■ **Your instructions**: Copy the listing exactly, images excluded.
*** Record excerpts ***
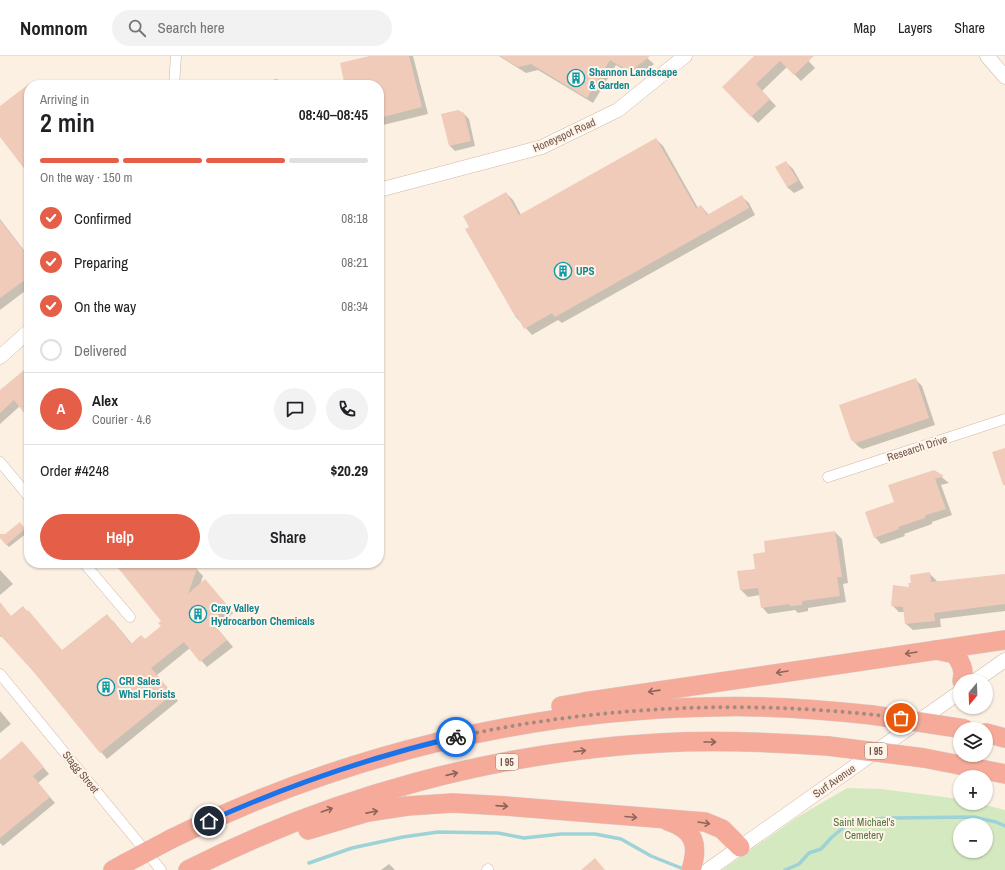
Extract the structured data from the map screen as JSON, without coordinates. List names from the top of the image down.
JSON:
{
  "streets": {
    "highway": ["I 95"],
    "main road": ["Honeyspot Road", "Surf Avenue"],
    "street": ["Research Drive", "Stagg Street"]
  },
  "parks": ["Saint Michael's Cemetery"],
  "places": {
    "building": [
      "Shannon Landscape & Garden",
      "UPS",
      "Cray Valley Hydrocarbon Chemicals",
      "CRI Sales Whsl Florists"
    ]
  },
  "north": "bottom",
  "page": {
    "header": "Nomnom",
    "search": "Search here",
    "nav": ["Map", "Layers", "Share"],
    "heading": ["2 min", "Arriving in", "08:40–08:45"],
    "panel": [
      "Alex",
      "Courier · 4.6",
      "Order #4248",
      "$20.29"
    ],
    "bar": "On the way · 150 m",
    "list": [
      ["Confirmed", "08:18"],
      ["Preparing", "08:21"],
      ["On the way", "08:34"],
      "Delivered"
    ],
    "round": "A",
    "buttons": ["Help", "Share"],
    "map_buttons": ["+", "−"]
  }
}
***
■ **Exercise answer**:
Extract the structured data from the map screen as JSON, without coordinates. List names from the top of the image down.
JSON:
{
  "streets": {
    "highway": ["I 95"],
    "main road": ["Honeyspot Road", "Surf Avenue"],
    "street": ["Research Drive", "Stagg Street"]
  },
  "parks": ["Saint Michael's Cemetery"],
  "places": {
    "building": [
      "Shannon Landscape & Garden",
      "UPS",
      "Cray Valley Hydrocarbon Chemicals",
      "CRI Sales Whsl Florists"
    ]
  },
  "north": "bottom",
  "page": {
    "header": "Nomnom",
    "search": "Search here",
    "nav": ["Map", "Layers", "Share"],
    "heading": ["2 min", "Arriving in", "08:40–08:45"],
    "panel": [
      "Alex",
      "Courier · 4.6",
      "Order #4248",
      "$20.29"
    ],
    "bar": "On the way · 150 m",
    "list": [
      ["Confirmed", "08:18"],
      ["Preparing", "08:21"],
      ["On the way", "08:34"],
      "Delivered"
    ],
    "round": "A",
    "buttons": ["Help", "Share"],
    "map_buttons": ["+", "−"]
  }
}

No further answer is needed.